Collection entries
================================

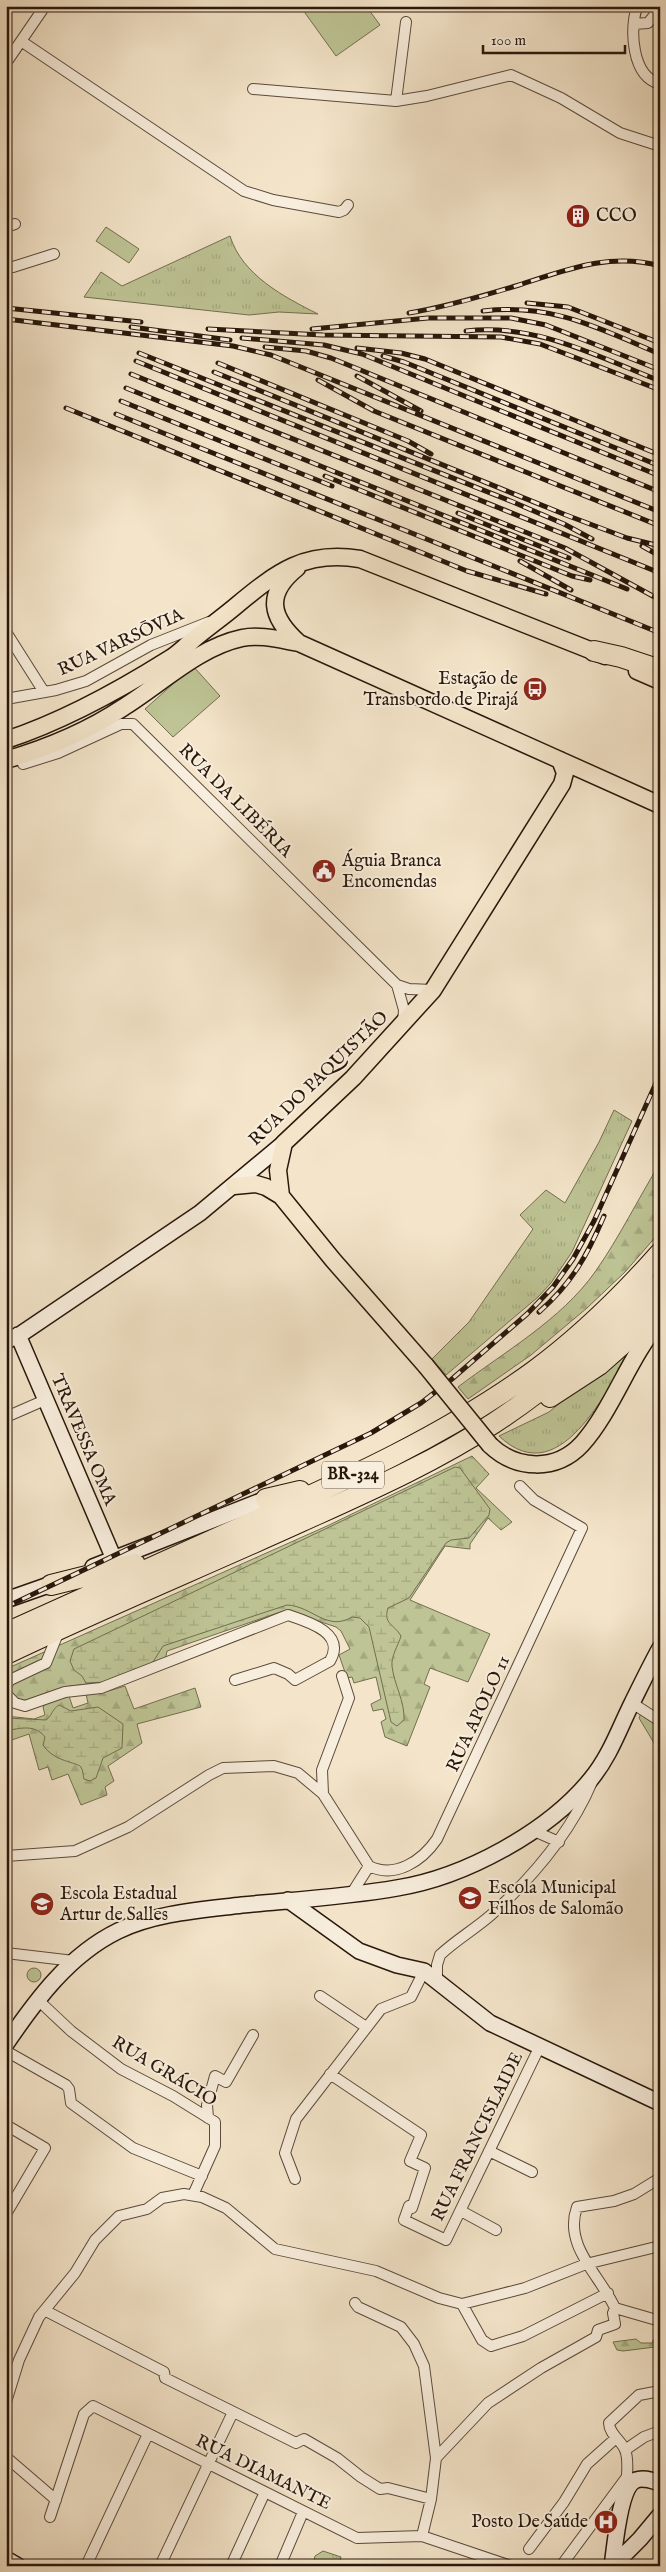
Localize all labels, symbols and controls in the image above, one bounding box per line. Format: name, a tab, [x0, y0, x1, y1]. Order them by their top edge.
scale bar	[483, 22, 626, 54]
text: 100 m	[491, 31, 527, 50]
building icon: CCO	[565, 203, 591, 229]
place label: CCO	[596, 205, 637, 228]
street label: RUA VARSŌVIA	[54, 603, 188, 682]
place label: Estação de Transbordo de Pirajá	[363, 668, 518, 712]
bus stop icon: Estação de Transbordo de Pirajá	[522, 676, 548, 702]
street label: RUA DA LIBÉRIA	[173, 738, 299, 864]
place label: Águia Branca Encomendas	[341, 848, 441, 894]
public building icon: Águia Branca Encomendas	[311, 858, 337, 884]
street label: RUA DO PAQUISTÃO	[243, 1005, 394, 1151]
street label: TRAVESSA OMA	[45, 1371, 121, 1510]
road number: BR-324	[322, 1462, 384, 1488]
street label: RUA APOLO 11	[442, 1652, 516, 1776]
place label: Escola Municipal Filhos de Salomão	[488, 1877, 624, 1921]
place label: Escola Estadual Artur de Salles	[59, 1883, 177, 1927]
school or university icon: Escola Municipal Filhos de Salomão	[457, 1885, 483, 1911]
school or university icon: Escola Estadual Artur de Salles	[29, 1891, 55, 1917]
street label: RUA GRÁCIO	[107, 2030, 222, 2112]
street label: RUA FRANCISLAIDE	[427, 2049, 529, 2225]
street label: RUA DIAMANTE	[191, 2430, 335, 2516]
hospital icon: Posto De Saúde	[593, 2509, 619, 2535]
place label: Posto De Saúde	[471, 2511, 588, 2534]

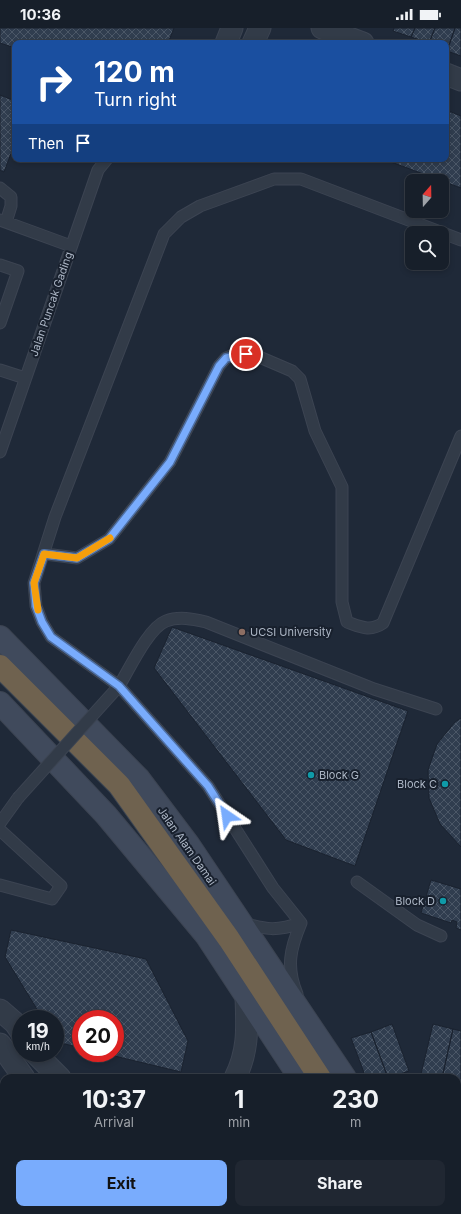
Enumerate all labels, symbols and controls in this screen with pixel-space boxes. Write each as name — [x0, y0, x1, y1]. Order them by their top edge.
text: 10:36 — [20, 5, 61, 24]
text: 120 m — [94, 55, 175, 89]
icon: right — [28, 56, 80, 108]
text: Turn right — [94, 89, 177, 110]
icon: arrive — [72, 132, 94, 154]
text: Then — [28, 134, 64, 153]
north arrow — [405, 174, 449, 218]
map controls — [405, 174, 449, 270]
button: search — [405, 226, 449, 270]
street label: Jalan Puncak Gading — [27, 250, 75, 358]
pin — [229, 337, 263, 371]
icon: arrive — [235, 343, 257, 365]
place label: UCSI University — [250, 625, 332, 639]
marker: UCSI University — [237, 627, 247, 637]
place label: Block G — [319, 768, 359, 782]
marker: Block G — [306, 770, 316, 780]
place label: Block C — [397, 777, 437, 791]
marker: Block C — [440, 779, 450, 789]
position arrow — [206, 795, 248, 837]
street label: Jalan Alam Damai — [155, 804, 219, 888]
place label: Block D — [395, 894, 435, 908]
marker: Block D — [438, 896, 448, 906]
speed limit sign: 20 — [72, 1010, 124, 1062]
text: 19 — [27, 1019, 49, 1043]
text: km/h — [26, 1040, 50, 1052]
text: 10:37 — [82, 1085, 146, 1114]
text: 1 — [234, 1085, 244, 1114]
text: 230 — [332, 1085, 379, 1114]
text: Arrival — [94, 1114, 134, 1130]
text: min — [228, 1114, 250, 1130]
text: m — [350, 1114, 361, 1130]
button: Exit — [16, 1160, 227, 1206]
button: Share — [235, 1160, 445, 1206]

================================

ASSIGNMENT
Using the data above, return every line that contains the string "Escola".

EXPECTED ANSWER
place label: Escola Municipal Filhos de Salomão	[488, 1877, 624, 1921]
place label: Escola Estadual Artur de Salles	[59, 1883, 177, 1927]
school or university icon: Escola Municipal Filhos de Salomão	[457, 1885, 483, 1911]
school or university icon: Escola Estadual Artur de Salles	[29, 1891, 55, 1917]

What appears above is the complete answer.